Meningitis is also caused by Streptococcus pneumoniae (pneumococcus), Haemophilus influenzae type b (Hib), and Streptococcus agalactiae (Group B streptococcus) – and although effective vaccines against pneumococcus and Hib are included in most routine immunisation programmes, continued high coverage is needed to prevent infections.

Game-changing vaccine

The good news is that further vaccines are coming. Two vaccines against Group B streptococcus are currently in clinical trials, while an affordable meningococcal conjugate vaccine against Groups A, C, W, X, and Y – developed at The Serum Institute, under LaForce's leadership – achieved WHO prequalification in July 2023. This means the vaccine meets strict international quality, safety and efficacy standards, and can be procured by United Nations agencies and Gavi, The Vaccine Alliance.
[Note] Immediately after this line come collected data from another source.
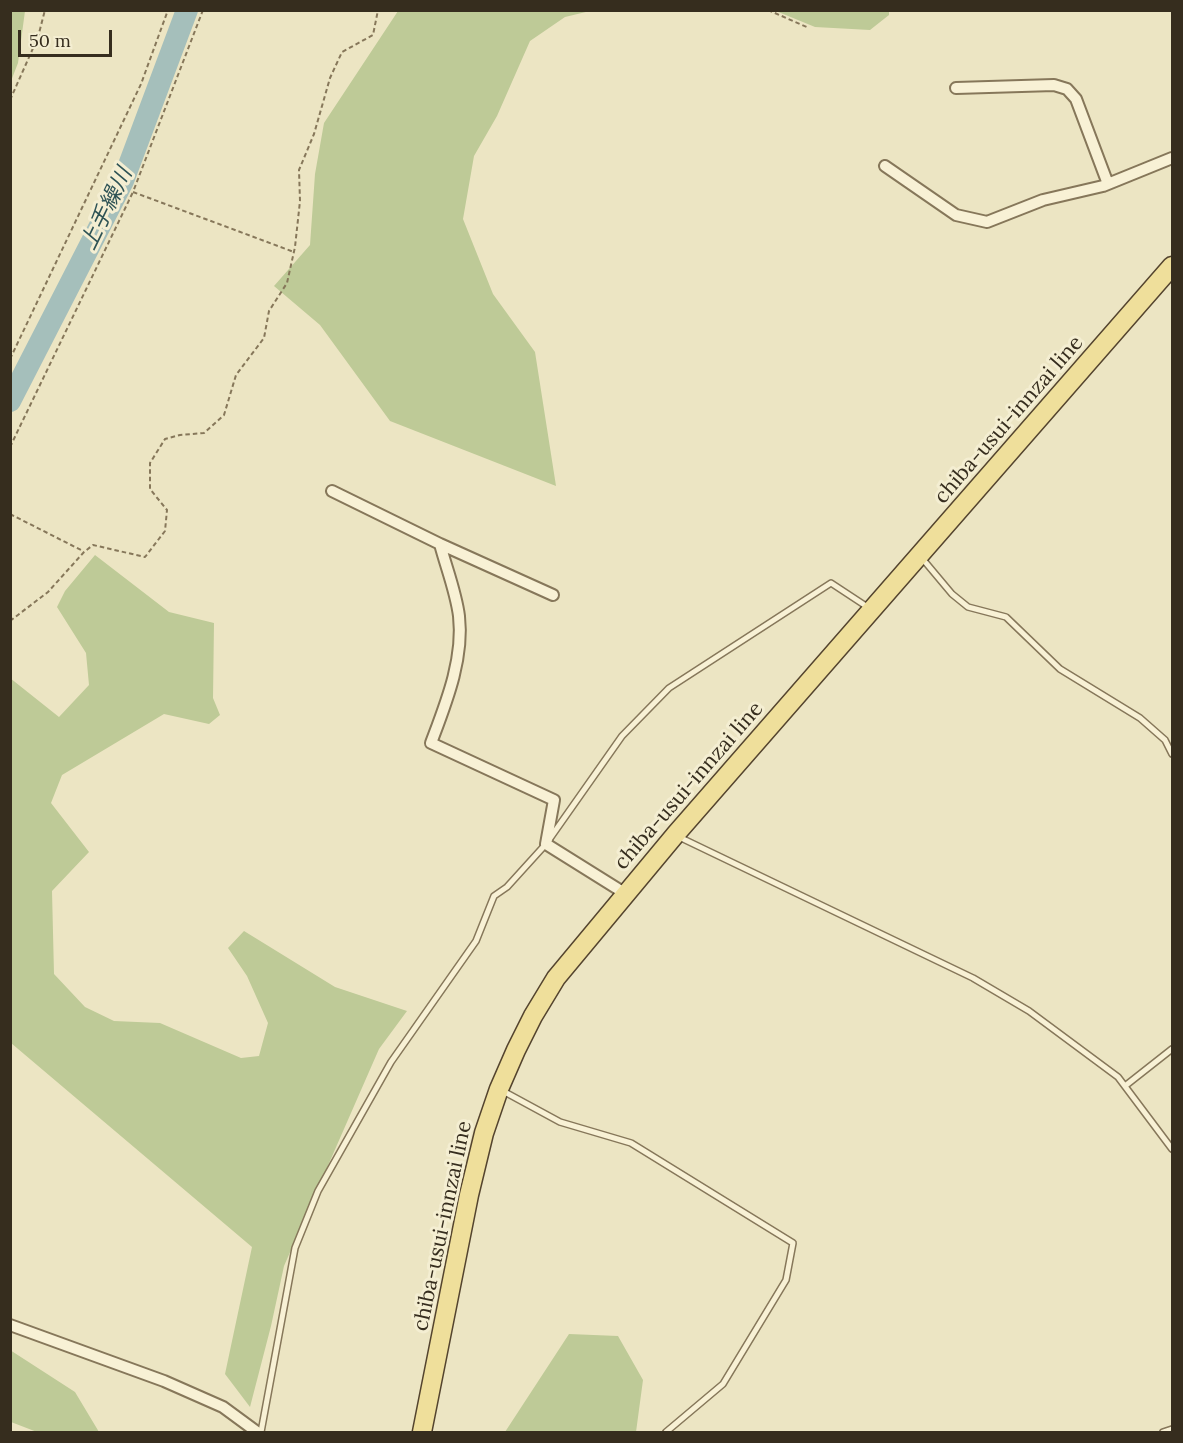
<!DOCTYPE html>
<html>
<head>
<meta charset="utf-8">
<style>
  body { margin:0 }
  #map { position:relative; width:1183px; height:1443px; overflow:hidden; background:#ece5c3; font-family:Lora,serif }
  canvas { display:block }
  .frame { position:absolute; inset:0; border:12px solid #362d1e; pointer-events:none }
  .scale { position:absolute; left:18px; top:30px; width:94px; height:27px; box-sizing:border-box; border:3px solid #362d1e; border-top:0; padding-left:8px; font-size:18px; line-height:21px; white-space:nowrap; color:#362d1e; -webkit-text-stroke:4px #f4eed2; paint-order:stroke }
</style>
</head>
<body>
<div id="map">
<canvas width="1183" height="1443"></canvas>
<div class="frame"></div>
<div class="scale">50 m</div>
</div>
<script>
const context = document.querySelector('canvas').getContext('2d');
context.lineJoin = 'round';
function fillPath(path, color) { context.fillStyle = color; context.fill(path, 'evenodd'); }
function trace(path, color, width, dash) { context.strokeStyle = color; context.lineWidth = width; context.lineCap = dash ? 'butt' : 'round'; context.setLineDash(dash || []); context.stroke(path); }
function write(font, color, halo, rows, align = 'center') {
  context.font = font + ' Lora,"Noto Sans JP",serif'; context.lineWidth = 6; context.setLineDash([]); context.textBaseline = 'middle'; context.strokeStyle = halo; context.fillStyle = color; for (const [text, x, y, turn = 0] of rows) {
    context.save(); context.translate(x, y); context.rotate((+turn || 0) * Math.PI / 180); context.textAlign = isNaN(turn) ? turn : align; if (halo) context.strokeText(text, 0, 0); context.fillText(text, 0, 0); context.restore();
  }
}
const green = new Path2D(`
  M11 10 25 11 18 63 11 81Z
  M398 11H590L565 17 530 41 497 116 474 156 463 219 493 294 535 352 556 486 390 421 320 325 274 286 310 245 315 174 324 123Z
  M889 11V15L870 30 815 27 776 11Z
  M95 555 169 612 214 623 213 698 220 715 209 724 164 714 62 775 51 803 89 852 52 891 54 974 85 1007 114 1021 160 1023 241 1058 259 1056 268 1023 247 976 228 948 244 931 335 987 407 1011 379 1049 284 1266 271 1326 250 1407 225 1374 252 1247 11 1043 10 678 59 717 89 685 86 653 57 607 65 591Z
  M569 1334 618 1336 643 1380 636 1432H505Z
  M10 1350 75 1392 99 1432H37L11 1422Z`);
const river = new Path2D(`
  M10 401 123 181 187 10`);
const path = new Path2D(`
  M203 10 133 192 294 252
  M768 10 809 28
  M10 100 38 37 45 10
  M10 359 141 84 168 10
  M10 447 133 192
  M10 514 83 551
  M10 621 48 592 84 552 93 545 145 557 165 531 167 510 150 489V463L165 439 180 435 204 433 224 415 236 375 264 338 269 311 287 283 295 247 300 201 299 170 314 134 330 78 342 52 373 35 378 10`);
const service = new Path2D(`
  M921 557 952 594 968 607 1006 617 1060 669 1140 718 1165 740 1172 754
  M677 836 973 978 1029 1011 1118 1077 1172 1149
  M1125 1086 1172 1049
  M501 1090 560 1122 631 1143 793 1243 786 1280 723 1384 666 1432
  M261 1432 295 1248 318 1191 391 1062 476 941 494 896 507 887 546 844 622 736 669 688 831 583 869 608
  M1163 1432 1172 1429`);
const minor = new Path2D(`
  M956 88 1054 85 1067 89 1076 99 1108 184
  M885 166 956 215 987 222 1043 200 1103 186 1172 158
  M332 491 440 544 553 595
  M440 544C446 567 456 592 459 616 464 659 446 703 431 743L554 800 546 844 626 894
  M10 1325 164 1381 223 1407 257 1432`);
const primary = new Path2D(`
  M422 1432 469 1195 484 1133 499 1089 516 1050 533 1016 556 978 675 835 1172 266`);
const streetNames = [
  ["chiba-usui-innzai line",1009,420,-49],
  ["chiba-usui-innzai line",689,786,-49],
  ["chiba-usui-innzai line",443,1226,-78]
];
const waterNames = [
  ["上手繰川",107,209,-64]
];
fillPath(green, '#beca97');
trace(river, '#a5bfbb', 22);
trace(service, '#86775a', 8);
trace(minor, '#86775a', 14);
trace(primary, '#54442e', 21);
trace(path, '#86775a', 2, [4.5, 3]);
trace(service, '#f8f1d5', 5);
trace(minor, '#f8f1d5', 10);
trace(primary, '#efdf9b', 18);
write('21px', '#362d1e', '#f4eed2', streetNames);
write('italic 22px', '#2e5355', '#f4eed2', waterNames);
</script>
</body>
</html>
"This vaccine has the potential to be a game-changer because it will eliminate epidemics and cases of meningitis not only in the belt, but in the rest of Africa," says Preziosi. "It will be a challenge to introduce, because there are a lot of competing priorities, but there is a high demand for this vaccine, and we think it could also drive the coverage and acceptation of [other] vaccinations. So, we have a lot of hope that it could really make a difference in these countries."

 In late September 2023, WHO's Strategic Advisory Group of Experts on Immunization (SAGE) recommended that all countries in the African meningitis belt introduce the new vaccine into their routine immunisation programmes in a single-dose schedule at 9 to 18 months of age. In high-risk countries and those with high-risk districts a catch-up campaign should also be conducted at the time of the vaccine's introduction, targeting all individuals aged 1 to 19 years.

The vaccine is also currently undergoing an additional Phase 3 study in healthy infants in Mali to test its safety and immunogenicity when given alongside measles/rubella and yellow fever vaccines.

“For the first time ever, there is a component not only of preventing the disease but recognising that many people and communities have been affected by lifelong sequelae - including loss of limbs, hearing loss, visual and neurological impairments, and developmental issues - who do not have access to any support whatsoever.”

– Dr Marie-Pierre Preziosi, director of the Meningitis Vaccine Project

Yet vaccines are only part of the solution. In September 2021, WHO launched a global roadmap that sets out a strategy to defeat meningitis by 2030. Its goals are to eliminate bacterial meningitis epidemics, reduce cases of vaccine-preventable bacterial meningitis by 50% and deaths by 70%, and improve of quality of life for meningitis survivors.

Survivor support

"For the first time ever, there is a component not only of preventing the disease but recognising that many people and communities have been affected by lifelong sequelae – including loss of limbs, hearing loss, visual and neurological impairments, and developmental issues – who do not have access to any support whatsoever," says Preziosi, who is leading the initiative.

"First and foremost, we are developing guidelines for the diagnosis and treatment of these lasting sequalae, to detect them as early as possible and help people before the effects become too dramatic. We are also working on quantifying how many people are affected, to enable sufficient support for them, and linking with existing NGOs or national initiatives that could help people living with disabilities by providing e.g. cochlear implants and other hearing devices, or wheelchairs."

Such interventions could have saved Jean-Francois' life, and those of countless others like him. But they could also enable meningitis survivors to live happier and more productive lives – ones where we can all imagine a future free from meningitis.